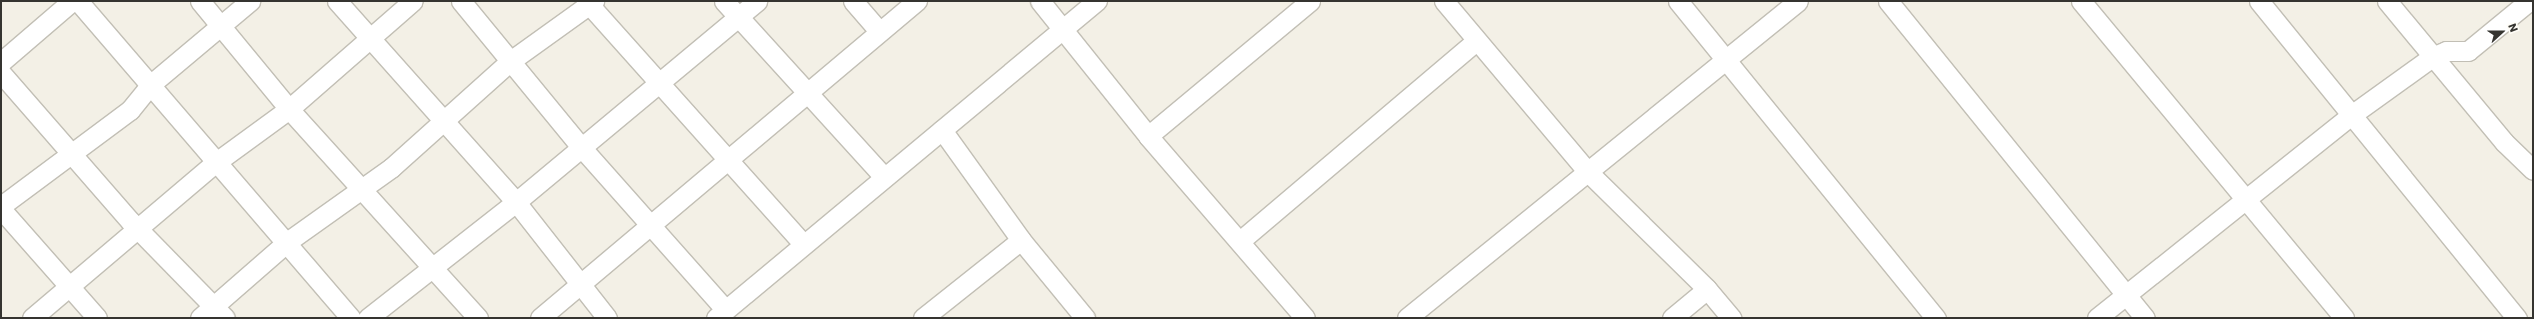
<!DOCTYPE html>
<html>
<head>
<meta charset="utf-8">
<style>
  body { margin:0 }
  #map { position:relative; width:2534px; height:319px; overflow:hidden; background:#f3f0e6; font-family:Poppins,sans-serif }
  div>[style] { position:absolute }
  [style*='--x'] { left:calc(var(--x)*1px); top:calc(var(--y)*1px); width:calc(var(--w)*1px); rotate:calc(var(--a)*1deg) }
  .roads { filter:drop-shadow(1px 0 #c2bfb5) drop-shadow(-1px 0 #c2bfb5) drop-shadow(0 1px #c2bfb5) drop-shadow(0 -1px #c2bfb5) }
  .street>* { height:19px; margin:-9.5px; padding:0 9.5px; transform-origin:9.5px; border-radius:9.5px; background:#fff }
  span { translate:-50% -50%; white-space:nowrap; text-align:center; line-height:1.15; -webkit-text-stroke:3px #fffdf7; paint-order:stroke }
  .frame { position:absolute; inset:0; border:2px solid #353430; pointer-events:none }
  .north { position:absolute; left:2482px; top:12px; width:40px; height:40px; -webkit-text-stroke:3px #fffdf7; paint-order:stroke; rotate:69deg; font-size:11px; font-weight:700; line-height:16px; text-align:center; color:#353430 }
  .north::after { content:''; display:block; margin:auto; width:14px; height:18px; background:#353430; clip-path:polygon(50% 0,100% 100%,50% 72%,0 100%) }
</style>
</head>
<body>
<div id="map">
  <div class="roads">
    <div class="street">
      <i style="--x:78;--y:1;--w:418;--a:49.3"></i>
      <i style="--x:200;--y:1;--w:140;--a:50.5"></i>
      <i style="--x:289;--y:109;--w:282;--a:47.9"></i>
      <i style="--x:337;--y:1;--w:269;--a:48.3"></i>
      <i style="--x:516;--y:202;--w:147;--a:51.9"></i>
      <i style="--x:461;--y:1;--w:189;--a:50.6"></i>
      <i style="--x:581;--y:147;--w:217;--a:48.4"></i>
      <i style="--x:586;--y:1;--w:324;--a:48.2"></i>
      <i style="--x:724;--y:1;--w:238;--a:47.7"></i>
      <i style="--x:853;--y:1;--w:40;--a:49"></i>
      <i style="--x:1040;--y:1;--w:173;--a:51.3"></i>
      <i style="--x:1148;--y:136;--w:240;--a:49.2"></i>
      <i style="--x:1444;--y:1;--w:222;--a:49.9"></i>
      <i style="--x:1587;--y:171;--w:168;--a:44.5"></i>
      <i style="--x:1707;--y:289;--w:38;--a:50"></i>
      <i style="--x:1678;--y:1;--w:409;--a:50.9"></i>
      <i style="--x:1888;--y:1;--w:408;--a:51"></i>
      <i style="--x:2081;--y:1;--w:412;--a:50.3"></i>
      <i style="--x:2259;--y:1;--w:409;--a:50.9"></i>
      <i style="--x:2387;--y:1;--w:183;--a:50.3"></i>
      <i style="--x:2504;--y:142;--w:40;--a:44"></i>
      <i style="--x:1;--y:62;--w:94;--a:-40.7"></i>
      <i style="--x:1;--y:73;--w:198;--a:48.9"></i>
      <i style="--x:131;--y:222;--w:134;--a:45.6"></i>
      <i style="--x:942;--y:130;--w:135;--a:54.3"></i>
      <i style="--x:1021;--y:240;--w:101;--a:50.6"></i>
      <i style="--x:1148;--y:136;--w:211;--a:-39.8"></i>
      <i style="--x:1;--y:206;--w:161;--a:-36.7"></i>
      <i style="--x:130;--y:110;--w:32;--a:-51"></i>
      <i style="--x:150;--y:85;--w:131;--a:-40"></i>
      <i style="--x:1;--y:209;--w:145;--a:48.6"></i>
      <i style="--x:1240;--y:241;--w:309;--a:-40.3"></i>
      <i style="--x:32;--y:318;--w:240;--a:-40.3"></i>
      <i style="--x:215;--y:163;--w:92;--a:-36.1"></i>
      <i style="--x:289;--y:109;--w:164;--a:-41.1"></i>
      <i style="--x:200;--y:318;--w:116;--a:-41.1"></i>
      <i style="--x:287;--y:242;--w:128;--a:-35.4"></i>
      <i style="--x:391;--y:168;--w:159;--a:-41.9"></i>
      <i style="--x:509;--y:62;--w:105;--a:-35.7"></i>
      <i style="--x:368;--y:318;--w:188;--a:-38.1"></i>
      <i style="--x:516;--y:202;--w:314;--a:-39.8"></i>
      <i style="--x:540;--y:318;--w:493;--a:-40.1"></i>
      <i style="--x:716;--y:318;--w:496;--a:-39.8"></i>
      <i style="--x:923;--y:318;--w:125;--a:-38.5"></i>
      <i style="--x:1407;--y:318;--w:503;--a:-39.03"></i>
      <i style="--x:1672;--y:318;--w:45;--a:-39.6"></i>
      <i style="--x:2097;--y:318;--w:324;--a:-38.6"></i>
      <i style="--x:2350;--y:116;--w:101;--a:-35.7"></i>
      <i style="--x:2432;--y:57;--w:15;--a:-23"></i>
      <i style="--x:2446;--y:51;--w:22;--a:0"></i>
      <i style="--x:2468;--y:51;--w:79;--a:-39.3"></i>
    </div>
  </div>
  <div class="frame"></div>
  <div class="north">N</div>
</div>
</body>
</html>
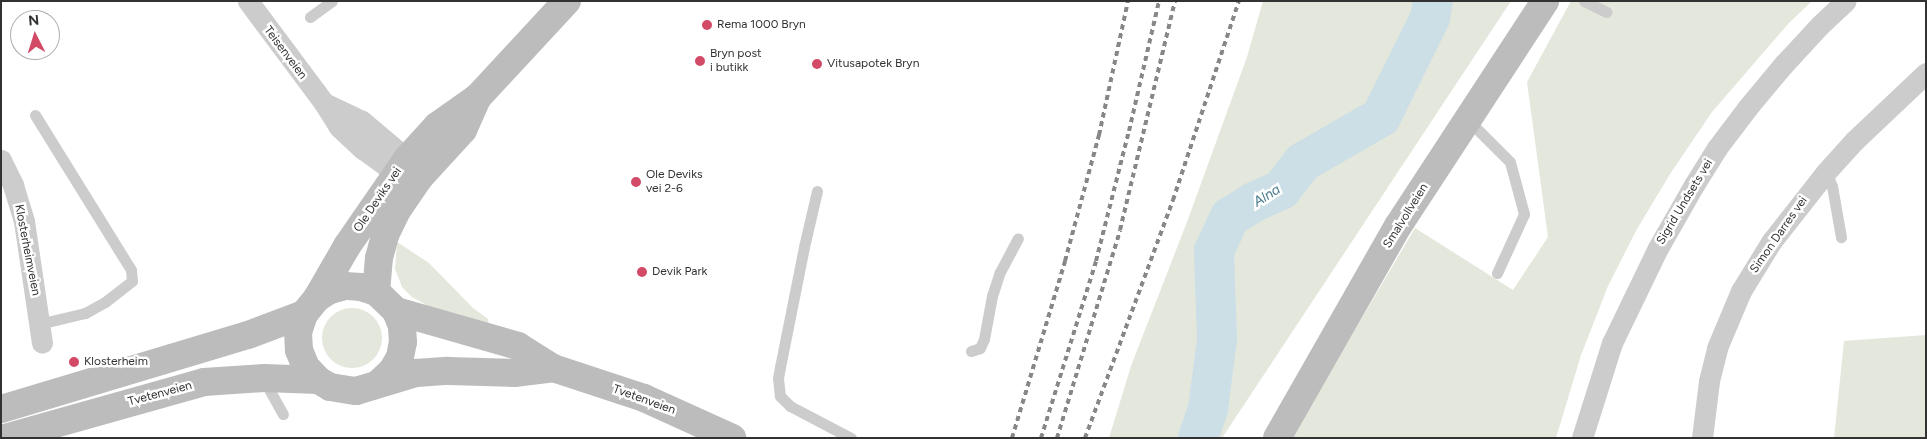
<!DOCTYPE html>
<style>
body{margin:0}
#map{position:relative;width:1927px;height:439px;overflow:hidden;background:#fff;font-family:Figtree,sans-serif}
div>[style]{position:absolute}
.green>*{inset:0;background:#e3e7dc}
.round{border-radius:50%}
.river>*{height:40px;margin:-20px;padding:0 20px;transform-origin:20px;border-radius:20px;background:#ccdfe6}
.lane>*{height:11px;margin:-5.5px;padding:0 5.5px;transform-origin:5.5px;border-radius:5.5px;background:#ccc}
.street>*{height:21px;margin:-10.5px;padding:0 10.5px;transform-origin:10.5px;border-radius:10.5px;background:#ccc}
.secondary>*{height:28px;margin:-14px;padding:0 14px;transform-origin:14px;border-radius:14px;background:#bcbcbc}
.rail>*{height:4px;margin-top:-2px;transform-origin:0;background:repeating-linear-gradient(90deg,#878787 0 5px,transparent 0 9px)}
.dots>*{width:14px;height:14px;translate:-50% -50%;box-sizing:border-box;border:2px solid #fff;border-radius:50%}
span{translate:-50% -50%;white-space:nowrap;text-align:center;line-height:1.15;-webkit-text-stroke:5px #fff;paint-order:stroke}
.poi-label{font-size:12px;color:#323232}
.left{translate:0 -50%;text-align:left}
.street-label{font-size:12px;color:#323232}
.water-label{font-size:14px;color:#487a8b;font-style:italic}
.frame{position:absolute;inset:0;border:2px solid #323232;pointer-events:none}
.north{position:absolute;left:10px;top:10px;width:50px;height:50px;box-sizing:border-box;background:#fff;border:1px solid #adadad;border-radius:50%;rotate:355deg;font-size:14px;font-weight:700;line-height:20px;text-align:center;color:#323232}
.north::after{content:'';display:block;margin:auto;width:18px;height:22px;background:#d24a66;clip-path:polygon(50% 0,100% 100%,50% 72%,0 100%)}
</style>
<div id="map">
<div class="green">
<div style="clip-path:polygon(1263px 1px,1511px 1px,1222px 438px,1109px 438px,1131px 366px,1187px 222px,1247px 57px)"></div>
<div style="clip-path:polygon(1571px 1px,1812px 1px,1788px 24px,1712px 112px,1670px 174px,1637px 229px,1608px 286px,1581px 355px,1556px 438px,1291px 438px,1415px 228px,1513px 290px,1548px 237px,1527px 82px)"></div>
<div style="clip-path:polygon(397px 242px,429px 263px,473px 308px,488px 319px,489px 325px,430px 307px,412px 297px,402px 287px,395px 269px)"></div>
<div class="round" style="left:322px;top:308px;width:60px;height:60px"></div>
<div style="clip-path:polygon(1926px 335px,1926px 438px,1834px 438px,1844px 341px)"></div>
</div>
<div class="river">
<div style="left:1198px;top:438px;width:31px;rotate:-71deg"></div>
<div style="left:1208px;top:409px;width:71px;rotate:-82.7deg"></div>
<div style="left:1217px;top:339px;width:88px;rotate:-92deg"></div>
<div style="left:1214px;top:251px;width:38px;rotate:-65deg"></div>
<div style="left:1230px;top:217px;width:28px;rotate:-32deg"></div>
<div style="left:1254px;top:202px;width:30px;rotate:-24deg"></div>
<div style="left:1281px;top:190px;width:36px;rotate:-52deg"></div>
<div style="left:1303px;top:162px;width:90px;rotate:-30deg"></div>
<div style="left:1381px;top:117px;width:110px;rotate:-63.7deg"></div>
<div style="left:1430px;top:18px;width:17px;rotate:-80deg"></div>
</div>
<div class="lane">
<div style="left:1584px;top:1px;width:25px;rotate:26deg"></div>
<div style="left:310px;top:17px;width:27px;rotate:-36deg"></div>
<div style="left:35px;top:115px;width:182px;rotate:58.2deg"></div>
<div style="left:131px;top:270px;width:11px;rotate:85deg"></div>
<div style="left:132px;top:281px;width:34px;rotate:142deg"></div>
<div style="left:105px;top:302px;width:23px;rotate:151deg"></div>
<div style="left:85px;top:313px;width:47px;rotate:166.6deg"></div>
<div style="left:1468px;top:120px;width:59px;rotate:45deg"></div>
<div style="left:1510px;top:162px;width:54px;rotate:74.9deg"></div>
<div style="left:1524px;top:214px;width:65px;rotate:114.6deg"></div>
<div style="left:1826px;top:172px;width:15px;rotate:67deg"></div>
<div style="left:1832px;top:186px;width:52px;rotate:80deg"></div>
<div style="left:817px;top:191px;width:57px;rotate:103.1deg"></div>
<div style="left:804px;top:247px;width:122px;rotate:101.3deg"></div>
<div style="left:780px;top:367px;width:11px;rotate:100deg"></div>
<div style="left:778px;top:378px;width:18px;rotate:84deg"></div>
<div style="left:780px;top:396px;width:14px;rotate:45deg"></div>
<div style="left:790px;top:406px;width:69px;rotate:27.7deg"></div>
<div style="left:971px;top:351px;width:9px;rotate:-18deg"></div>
<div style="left:980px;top:348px;width:10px;rotate:-66deg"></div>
<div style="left:984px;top:339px;width:44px;rotate:-79.5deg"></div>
<div style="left:992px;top:296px;width:25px;rotate:-72deg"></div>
<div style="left:1000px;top:272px;width:38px;rotate:-62deg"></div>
<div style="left:264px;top:380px;width:39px;rotate:61deg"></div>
</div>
<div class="street">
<div style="left:248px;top:1px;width:127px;rotate:53.3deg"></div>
<div style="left:324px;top:103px;width:28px;rotate:58deg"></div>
<div style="left:339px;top:127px;width:33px;rotate:43deg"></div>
<div style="left:363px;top:149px;width:39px;rotate:36deg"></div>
<div style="left:395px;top:172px;width:17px;rotate:17deg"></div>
<div style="left:324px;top:103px;width:42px;rotate:25.3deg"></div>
<div style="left:362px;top:121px;width:59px;rotate:40.2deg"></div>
<div style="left:407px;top:159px;width:14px;rotate:60deg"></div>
<div style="left:1px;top:160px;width:28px;rotate:64deg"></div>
<div style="left:13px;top:185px;width:38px;rotate:73deg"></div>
<div style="left:24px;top:221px;width:123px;rotate:81.6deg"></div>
<div style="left:1582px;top:438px;width:100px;rotate:-72.5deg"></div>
<div style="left:1612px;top:343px;width:106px;rotate:-64.2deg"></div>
<div style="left:1658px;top:248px;width:73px;rotate:-60.3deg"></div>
<div style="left:1694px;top:185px;width:44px;rotate:-58.1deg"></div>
<div style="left:1717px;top:148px;width:51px;rotate:-52.9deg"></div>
<div style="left:1748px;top:107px;width:55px;rotate:-50.2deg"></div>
<div style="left:1783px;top:65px;width:54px;rotate:-47.2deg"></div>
<div style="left:1820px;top:25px;width:35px;rotate:-43deg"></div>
<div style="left:1702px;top:438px;width:57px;rotate:-83deg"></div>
<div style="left:1709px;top:381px;width:34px;rotate:-76deg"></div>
<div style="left:1717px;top:348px;width:62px;rotate:-67.2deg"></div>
<div style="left:1741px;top:291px;width:57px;rotate:-58.5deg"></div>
<div style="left:1771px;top:242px;width:89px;rotate:-51.8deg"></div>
<div style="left:1826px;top:172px;width:42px;rotate:-47.9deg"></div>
<div style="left:1854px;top:141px;width:99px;rotate:-43.4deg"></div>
</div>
<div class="secondary">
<div style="left:376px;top:292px;width:34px;rotate:-85deg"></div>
<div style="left:379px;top:258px;width:24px;rotate:-75deg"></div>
<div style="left:385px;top:235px;width:25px;rotate:-64deg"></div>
<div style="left:396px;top:212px;width:41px;rotate:-55.9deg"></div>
<div style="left:419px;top:178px;width:65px;rotate:-47.5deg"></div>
<div style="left:463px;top:130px;width:36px;rotate:-66deg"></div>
<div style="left:317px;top:298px;width:60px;rotate:-60deg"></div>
<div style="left:347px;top:246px;width:106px;rotate:-55.4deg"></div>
<div style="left:407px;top:159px;width:45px;rotate:-47.7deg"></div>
<div style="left:437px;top:126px;width:50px;rotate:-35.3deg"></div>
<div style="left:478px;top:97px;width:131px;rotate:-47.2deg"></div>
<div style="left:396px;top:311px;width:127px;rotate:16deg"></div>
<div style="left:518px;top:346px;width:41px;rotate:32.2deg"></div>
<div style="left:553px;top:368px;width:96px;rotate:18.2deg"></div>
<div style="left:644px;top:398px;width:97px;rotate:24.4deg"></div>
<div style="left:380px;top:382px;width:16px;rotate:-43deg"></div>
<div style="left:392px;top:371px;width:16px;rotate:-60deg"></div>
<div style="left:400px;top:357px;width:15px;rotate:-79deg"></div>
<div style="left:403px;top:342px;width:16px;rotate:-94deg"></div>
<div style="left:402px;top:326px;width:16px;rotate:-112deg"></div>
<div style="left:396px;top:311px;width:28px;rotate:-136deg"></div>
<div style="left:376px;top:292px;width:16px;rotate:-162deg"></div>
<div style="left:361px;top:287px;width:16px;rotate:-176deg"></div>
<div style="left:345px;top:286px;width:16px;rotate:165deg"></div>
<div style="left:330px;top:290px;width:15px;rotate:148deg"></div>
<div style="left:317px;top:298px;width:21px;rotate:129deg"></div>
<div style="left:304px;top:314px;width:19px;rotate:108deg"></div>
<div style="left:298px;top:332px;width:18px;rotate:87deg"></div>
<div style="left:299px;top:350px;width:18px;rotate:68deg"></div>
<div style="left:306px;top:367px;width:18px;rotate:47deg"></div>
<div style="left:318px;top:380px;width:14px;rotate:30deg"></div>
<div style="left:330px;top:387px;width:26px;rotate:9deg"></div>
<div style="left:356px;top:391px;width:63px;rotate:-16.7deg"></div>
<div style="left:416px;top:373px;width:32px;rotate:-4deg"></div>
<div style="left:448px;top:371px;width:66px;rotate:1.7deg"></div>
<div style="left:514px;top:373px;width:39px;rotate:-7deg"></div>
<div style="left:1px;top:409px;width:258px;rotate:-16.7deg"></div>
<div style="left:248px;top:335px;width:60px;rotate:-20.6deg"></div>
<div style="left:5px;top:438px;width:207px;rotate:-15.7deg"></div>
<div style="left:204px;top:382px;width:60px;rotate:-3.8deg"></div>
<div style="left:264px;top:378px;width:54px;rotate:2.1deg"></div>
<div style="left:1277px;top:438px;width:244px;rotate:-60.3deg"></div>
<div style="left:1398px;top:226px;width:269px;rotate:-56.8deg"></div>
</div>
<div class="rail">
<div style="left:1012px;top:438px;width:185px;rotate:-73.3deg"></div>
<div style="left:1065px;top:261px;width:131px;rotate:-74.9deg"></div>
<div style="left:1099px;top:135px;width:137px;rotate:-77.8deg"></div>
<div style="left:1041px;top:438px;width:185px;rotate:-72.7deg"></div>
<div style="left:1096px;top:261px;width:134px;rotate:-75.8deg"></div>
<div style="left:1129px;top:131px;width:133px;rotate:-77deg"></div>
<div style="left:1057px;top:438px;width:217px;rotate:-73.1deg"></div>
<div style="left:1120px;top:230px;width:236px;rotate:-76.5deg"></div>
<div style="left:1085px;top:438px;width:254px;rotate:-69.7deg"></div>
<div style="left:1173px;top:200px;width:210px;rotate:-71.7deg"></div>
</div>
<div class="dots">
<div style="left:707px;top:25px;background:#d24a66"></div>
<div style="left:700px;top:61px;background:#d24a66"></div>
<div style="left:817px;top:64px;background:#d24a66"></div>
<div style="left:636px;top:182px;background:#d24a66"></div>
<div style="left:642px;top:272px;background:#d24a66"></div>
<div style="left:74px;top:362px;background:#d24a66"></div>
</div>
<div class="poi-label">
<span class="left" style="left:717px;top:25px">Rema 1000 Bryn</span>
<span class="left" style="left:710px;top:61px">Bryn post<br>i butikk</span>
<span class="left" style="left:827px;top:64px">Vitusapotek Bryn</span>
<span class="left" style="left:646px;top:182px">Ole Deviks<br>vei 2-6</span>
<span class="left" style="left:652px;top:272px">Devik Park</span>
<span class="left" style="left:84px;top:362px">Klosterheim</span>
</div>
<div class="street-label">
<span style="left:285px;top:53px;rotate:53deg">Teisenveien</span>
<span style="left:378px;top:200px;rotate:-56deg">Ole Deviks vei</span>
<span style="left:1685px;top:202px;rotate:-59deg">Sigrid Undsets vei</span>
<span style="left:1406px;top:216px;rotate:-58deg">Smalvollveien</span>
<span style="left:1779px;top:235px;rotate:-55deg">Simon Darres vei</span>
<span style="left:27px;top:250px;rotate:79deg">Klosterheimveien</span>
<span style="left:160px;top:394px;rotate:-15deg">Tvetenveien</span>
<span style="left:644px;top:400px;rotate:20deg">Tvetenveien</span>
</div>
<div class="water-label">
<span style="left:1267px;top:196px;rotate:-32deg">Alna</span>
</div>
<div class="frame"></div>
<div class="north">N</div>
</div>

### [WHAT NEEDS TO BE DONE]
Search the data for "river". Copy every line that has it.

### [ANSWER TO THE PROBLEM]
.river>*{height:40px;margin:-20px;padding:0 20px;transform-origin:20px;border-radius:20px;background:#ccdfe6}
<div class="river">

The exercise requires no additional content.